■ **What you have to do**
Examine each line of the data. Copy those that contain the string "align".

■ **Data extract**
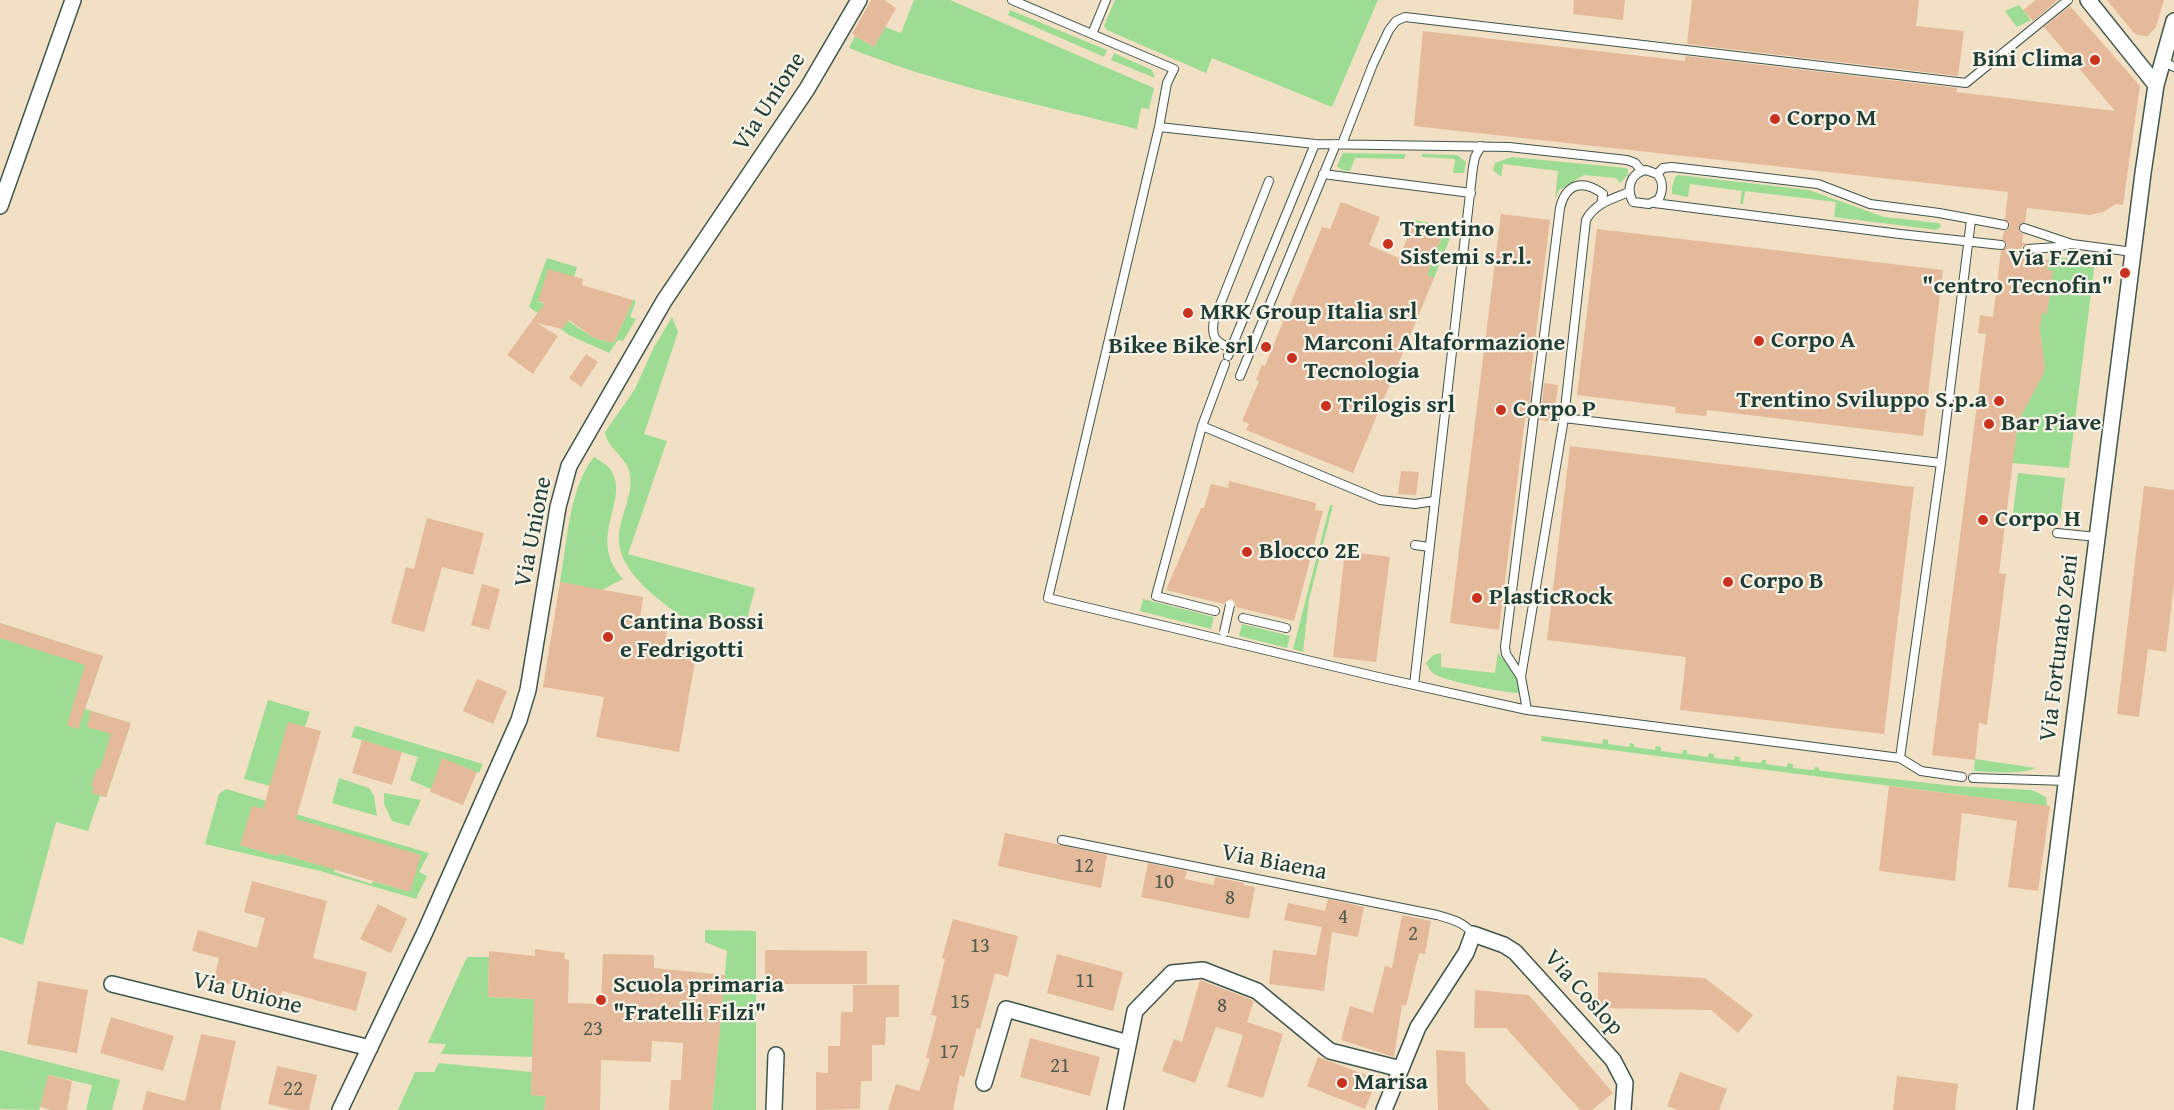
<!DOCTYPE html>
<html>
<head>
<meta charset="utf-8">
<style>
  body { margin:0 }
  canvas { display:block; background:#f2e0c4 }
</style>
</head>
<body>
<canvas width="2174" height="1110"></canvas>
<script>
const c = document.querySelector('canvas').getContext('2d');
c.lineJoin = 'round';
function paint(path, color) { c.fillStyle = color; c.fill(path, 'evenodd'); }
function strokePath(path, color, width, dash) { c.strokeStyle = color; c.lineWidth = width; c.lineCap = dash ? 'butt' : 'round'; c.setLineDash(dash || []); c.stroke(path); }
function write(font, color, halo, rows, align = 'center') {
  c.font = font + ' "Gentium Book Plus",serif'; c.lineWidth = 4.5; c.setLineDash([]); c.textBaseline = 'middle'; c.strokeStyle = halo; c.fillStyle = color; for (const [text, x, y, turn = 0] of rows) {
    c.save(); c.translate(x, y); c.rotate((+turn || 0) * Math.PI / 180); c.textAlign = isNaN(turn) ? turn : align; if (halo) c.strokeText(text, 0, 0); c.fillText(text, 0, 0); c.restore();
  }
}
paint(new Path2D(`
  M914 0H950L1154 88 1149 109 1141 108 1137 129C1041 105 941 85 849 48L855 36 874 47 885 27 901 33Z
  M1115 0H1378L1332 107 1212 58 1206 73 1107 30 1104 26Z
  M2019 5 2031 20 2017 27 2005 11Z
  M1010 10 1107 50 1104 57 1008 15Z
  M1114 53 1152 70 1155 78 1111 60Z
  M1343 153 1406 154 1404 159 1355 158 1350 171 1342 170 1337 166Z
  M1422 154 1457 155 1466 162 1464 173H1453L1455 159 1422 157Z
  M1512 157 1626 168 1628 170V175L1620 183 1616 178 1584 175 1559 190 1555 199 1558 171 1503 164 1501 177 1493 170 1495 163Z
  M1678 175 1809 190 1884 217 1939 223 1941 226 1937 230 1834 217 1836 202 1745 191 1743 204H1740L1742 191 1690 184 1688 197 1672 194V187L1675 177Z
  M1410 219 1454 228 1434 278 1427 275 1443 234Z
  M2049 256 2095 262 2069 468 2012 463 2018 421 2039 382 2045 368 2038 319 2042 313H2047L2052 271 2047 270Z
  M547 258 577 267 574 277 539 302 556 307 565 319 594 338 614 343 633 300 636 301 630 317 636 319 623 341 618 340 609 353 569 335 529 307Z
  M672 317 678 332 644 434 667 441 628 554 755 588 746 624 710 615 695 627C667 604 616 576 619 534 621 514 633 496 630 475 628 457 607 449 605 432L635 389 653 349Z
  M594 457C600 461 609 465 612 472 629 502 586 538 623 579L602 590 560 582C567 543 569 488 594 457Z
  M2018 473 2065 478 2060 521 2013 514Z
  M1330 505H1333L1309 600 1303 652 1293 649Z
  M1143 599 1214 617 1211 629 1140 611Z
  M0 623 103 656 85 709 131 723 106 797 100 796 88 831 56 822 23 945 0 937Z
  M1242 624 1290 636 1287 648 1239 636Z
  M1498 652C1504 666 1523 671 1526 686L1522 693C1508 694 1445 681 1434 674 1430 671 1428 667 1426 663L1433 655 1441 653V667L1495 673Z
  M268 700 310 712 305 727 270 786 244 779Z
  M355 726H357L483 764 479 773 443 759 431 789 410 780 418 757 351 737Z
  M1542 736 1602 744 1603 739 1608 740V744L1629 747 1630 743 1634 744V747L1655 750 1656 746 1661 747V751L1682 754 1683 750H1687V754L1708 757 1709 753 1714 754V758L1734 760 1735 756 1740 757V761L1761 763 1762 760H1766V764L1787 767 1788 763 1793 764V768L1814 770 1815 767 1819 768V770L1822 771 1955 786 2032 790 2046 797 2047 806 1541 741Z
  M1975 759 2036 768C2019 775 1992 772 1974 771Z
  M339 778 369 788 374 796 377 816 332 803Z
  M226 789 297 810 296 814 429 853 419 872 427 876 416 899 320 871 205 844 219 794ZM326 828 316 864 279 853 278 856 240 845ZM346 834 410 892 373 881 372 884 334 872Z
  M384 793 421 800 409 826 392 821 384 804Z
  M705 930 756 931V1110H712L727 951 705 942Z
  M467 957H489L488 997 534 999 533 1057 441 1054 446 1044 428 1043Z
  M0 1050 120 1080 112 1110H86L92 1085 49 1075 39 1110 0 1109Z
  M439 1063 532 1072 531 1095 546 1096 544 1110H398L415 1072H434Z`), '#9ddd93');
paint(new Path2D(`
  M871 0H884L896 8 874 47 852 34Z
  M1574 0H1625L1623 20 1573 14Z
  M1692 0H1919L1916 26 1964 31 1958 76 1687 44Z
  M2036 0H2058L2033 21 2023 10Z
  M2107 0H2164L2156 27 2148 36H2144L2135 34Z
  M2070 6 2140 86 2123 205 2116 204 2103 212 2090 215 2027 208 2025 222 2019 226V231L2023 234 2022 243H2026L2022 247 2023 253 2027 255V257L2048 260 2047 270 2053 271 2047 314 2042 313 2040 329 2045 368 2043 375 2018 421 1999 573 2006 574 1987 725 1979 723 1975 760 1932 755 1986 334 1978 333 1980 315 1993 317 2001 251 2007 246 2006 242 2002 239 2004 231 2008 229 2010 226 2005 219 2008 192 1414 126 1423 31 1685 61 1686 56 1957 88 1956 92 2115 111 2044 27Z
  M1341 202 1380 217 1369 245 1399 258 1414 222 1443 234 1427 275 1434 278 1353 473 1246 430 1249 424 1242 421 1259 381 1256 380 1262 365 1265 366 1322 227 1330 229Z
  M1501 214 1550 220 1530 381H1532L1528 418H1525L1499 630 1450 623Z
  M1597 229 1943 270 1923 436 1707 410 1706 416 1675 413 1676 407 1577 395Z
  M548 269 583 279 582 285 633 300 614 343 594 338 569 320 562 329 537 323 558 336 533 374 507 355 545 303 538 301Z
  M586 354 598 362 581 387 569 378Z
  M1544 383 1558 385 1553 422 1540 420Z
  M1570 446 1914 487 1884 734 1680 710 1686 657 1547 640Z
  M1401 471 1419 472 1416 495 1398 494Z
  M1229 481 1316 503 1315 510 1323 511 1294 621 1236 607 1235 603 1232 599 1228 600 1224 604 1166 590 1201 508H1204L1211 484 1228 488Z
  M2144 486 2174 490V585L2166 652 2148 649 2139 717 2117 714Z
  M427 518 484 533 473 575 442 567 424 632 391 623 406 567 414 569Z
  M1345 551 1390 557 1376 662 1333 657Z
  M560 582 643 597 639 627 667 631 665 644 697 650 679 752 596 737 604 697 543 687Z
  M482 584 500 589 489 630 471 625Z
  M0 623 103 656 78 729 67 725 85 665 0 638Z
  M477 679 507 691 493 724 463 711Z
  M91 711 131 723 106 797 92 793 94 787 91 786 97 768 100 769 111 734 87 727Z
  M288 722 321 731 296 819 421 855 410 892 279 853 278 856 240 845 252 806 263 809Z
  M362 740 402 752 392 785 352 773Z
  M442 758 477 772 463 805 430 792Z
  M1889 786 2050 806 2038 891 2008 887 2017 821 1962 813 1955 881 1879 871Z
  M1005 833 1107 855 1101 888 998 866Z
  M1148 863 1187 871 1185 879 1214 885 1215 877 1244 883 1243 885 1255 887 1249 919 1141 897Z
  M252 881 327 901 313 958 367 972 356 1011 282 991 281 996 214 980 219 958 192 951 198 930 257 948 265 918 244 912Z
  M1328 899 1364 907 1358 937 1332 932 1324 991 1269 984 1273 950 1316 955 1322 927 1284 920 1288 903 1325 911Z
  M378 904 407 919 391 953 360 939Z
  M1402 915 1431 921 1425 954 1419 953 1406 1006 1402 1005 1394 1057 1341 1040 1350 1006 1373 1013 1385 966 1392 968Z
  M953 919 1018 936 1008 977 995 973 980 1029 977 1028 964 1077 960 1075 953 1110H888L896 1084 919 1091 930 1059 926 1058 937 1016 931 1015 945 959 942 958Z
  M535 949 565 953 564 959 569 960 568 1003 601 1004 603 954 654 955V968L725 975 712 1110H669L671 1080H681L683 1043 652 1041 651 1062 601 1060 600 1110H544L546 1096 531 1095 534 999 488 997 489 951 535 956Z
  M765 950 867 951V984H765Z
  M1057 954 1123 972 1113 1011 1047 993Z
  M1598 972 1705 978 1753 1015 1738 1033 1711 1010 1598 1008Z
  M1200 980 1252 1000 1254 1001 1247 1022 1283 1034 1263 1098 1227 1087 1243 1035 1216 1027 1195 1083 1162 1071 1174 1039 1182 1042Z
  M38 981 88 990 77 1053 27 1044Z
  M853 985H899V1017H886L885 1045H872V1081H861L860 1109 816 1110V1072L828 1073V1046H840L841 1012H853Z
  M1475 990 1529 995 1613 1093 1592 1110H1580L1506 1028H1474Z
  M111 1017 174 1036 163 1071 100 1053Z
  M201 1034 236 1041 220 1110H142L147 1091 185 1101Z
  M1030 1038 1100 1057 1090 1096 1020 1077Z
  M1436 1050 1465 1052 1466 1083 1490 1110H1438Z
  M1318 1057 1377 1079 1365 1109 1307 1086Z
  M277 1066 317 1075 309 1110H293L268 1104Z
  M1680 1072 1727 1089 1719 1110H1678L1667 1106Z
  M48 1075 72 1081 67 1110H51L40 1107Z
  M1897 1076 1958 1084 1955 1110H1893Z`), '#e5ba9a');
const service = new Path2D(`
  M1012 0 1174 69 1167 83 1159 127
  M1092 34 1106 0
  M2163 61 2174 67
  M1342 144 1373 64 1389 30 1396 21 1405 17 1966 83 2068 0
  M1646 170 1657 174C1664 182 1663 190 1659 199L1649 204 1633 202C1626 189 1630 173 1646 170Z
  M1642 171 1635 163 1627 160 1509 147 1315 144 1159 127 1048 598 1378 677 1527 710 1900 758 1921 771 1962 777
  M1323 174 1471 193
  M1657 174 1663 168 1672 167 1818 184 1870 204 1939 213 2004 225
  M1654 203 1900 234 2001 245
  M2024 228 2072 244 2133 252
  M2028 249 2057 247 2070 244
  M1230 348C1215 342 1211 337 1214 320L1269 181
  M1228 356 1315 144
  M1225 364 1202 426 1380 500 1415 504 1434 501
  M1240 376 1336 144
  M1564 418 1941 463
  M1202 426 1156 596 1215 611
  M2057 533 2097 537
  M1415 545 1429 547
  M1243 618 1286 628
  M1521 677 1506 654 1505 647 1560 208C1566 183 1583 179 1603 194L1601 204
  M1414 685 1473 167 1475 157 1481 146
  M1527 710 1521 677 1564 418 1586 220C1595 203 1612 199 1629 192
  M1900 758 1941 463 1971 220
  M1973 778 2067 781
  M1062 840 1437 915C1451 919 1464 922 1473 934`);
const minor = new Path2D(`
  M2088 0 2156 85
  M0 206 73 0
  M112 984 370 1048
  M984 1083 1006 1009 1128 1043
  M340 1110 425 932 519 720 528 690 558 507 569 466 664 301 807 89 859 0
  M774 1110 776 1055
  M1115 1110 1135 1011 1172 973 1203 970 1257 991 1330 1051 1401 1069
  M1384 1110 1418 1027 1466 953 1473 934 1504 945 1515 952 1613 1060 1625 1083 1623 1110
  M2025 1110 2143 173 2156 85 2174 21`);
strokePath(service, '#3f554a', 10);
strokePath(minor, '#3f554a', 18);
strokePath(service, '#fff', 8);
strokePath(minor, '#fff', 15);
const serviceBridge = new Path2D(`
  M1224 632 1230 605`);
strokePath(serviceBridge, '#3f554a', 10, []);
strokePath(serviceBridge, '#fff', 8);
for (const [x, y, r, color] of [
  [2095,60,6,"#c8321e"],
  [1775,119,6,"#c8321e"],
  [1388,244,6,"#c8321e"],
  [2125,273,6,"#c8321e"],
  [1188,313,6,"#c8321e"],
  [1759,341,6,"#c8321e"],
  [1266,347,6,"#c8321e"],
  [1292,358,6,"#c8321e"],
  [1999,401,6,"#c8321e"],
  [1326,406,6,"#c8321e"],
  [1501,410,6,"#c8321e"],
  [1989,424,6,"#c8321e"],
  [1983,520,6,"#c8321e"],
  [1247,552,6,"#c8321e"],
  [1728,582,6,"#c8321e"],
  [1477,598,6,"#c8321e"],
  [608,637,6,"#c8321e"],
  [601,1000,6,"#c8321e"],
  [1342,1083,6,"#c8321e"]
]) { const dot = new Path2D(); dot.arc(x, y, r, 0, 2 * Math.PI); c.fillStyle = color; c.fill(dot); strokePath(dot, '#f7f3e8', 2); }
write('21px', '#505c4e', null, [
  ["12",1084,867],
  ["10",1164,883],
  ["8",1230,899],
  ["4",1343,918],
  ["2",1413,935],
  ["13",980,947],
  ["11",1085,982],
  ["15",960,1003],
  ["8",1222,1007],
  ["23",593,1030],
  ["17",949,1053],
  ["21",1060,1067],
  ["22",293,1090]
]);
write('bold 24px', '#1f3d34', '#f7f3e8', [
  ["Bini Clima",2083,60,"right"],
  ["Corpo M",1787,119],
  ["Trentino",1400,230],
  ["Sistemi s.r.l.",1400,258],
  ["Via F.Zeni",2113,259,"right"],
  ["\"centro Tecnofin\"",2113,287,"right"],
  ["MRK Group Italia srl",1200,313],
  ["Corpo A",1771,341],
  ["Marconi Altaformazione",1304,344],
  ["Tecnologia",1304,372],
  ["Bikee Bike srl",1254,347,"right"],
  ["Trentino Sviluppo S.p.a",1987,401,"right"],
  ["Trilogis srl",1338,406],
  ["Corpo P",1513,410],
  ["Bar Piave",2001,424],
  ["Corpo H",1995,520],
  ["Blocco 2E",1259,552],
  ["Corpo B",1740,582],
  ["PlasticRock",1489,598],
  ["Cantina Bossi",620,623],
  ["e Fedrigotti",620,651],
  ["Scuola primaria",613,986],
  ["\"Fratelli Filzi\"",613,1014],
  ["Marisa",1354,1083]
], 'left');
write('24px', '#1f3d34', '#f7f3e8', [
  ["Via Unione",770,102,-57],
  ["Via Unione",534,532,-79],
  ["Via Fortunato Zeni",2060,648,-83],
  ["Via Biaena",1274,863,11],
  ["Via Coslop",1583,993,48],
  ["Via Unione",247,994,14]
]);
</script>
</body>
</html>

■ **Output for this task**
function write(font, color, halo, rows, align = 'center') {
    c.save(); c.translate(x, y); c.rotate((+turn || 0) * Math.PI / 180); c.textAlign = isNaN(turn) ? turn : align; if (halo) c.strokeText(text, 0, 0); c.fillText(text, 0, 0); c.restore();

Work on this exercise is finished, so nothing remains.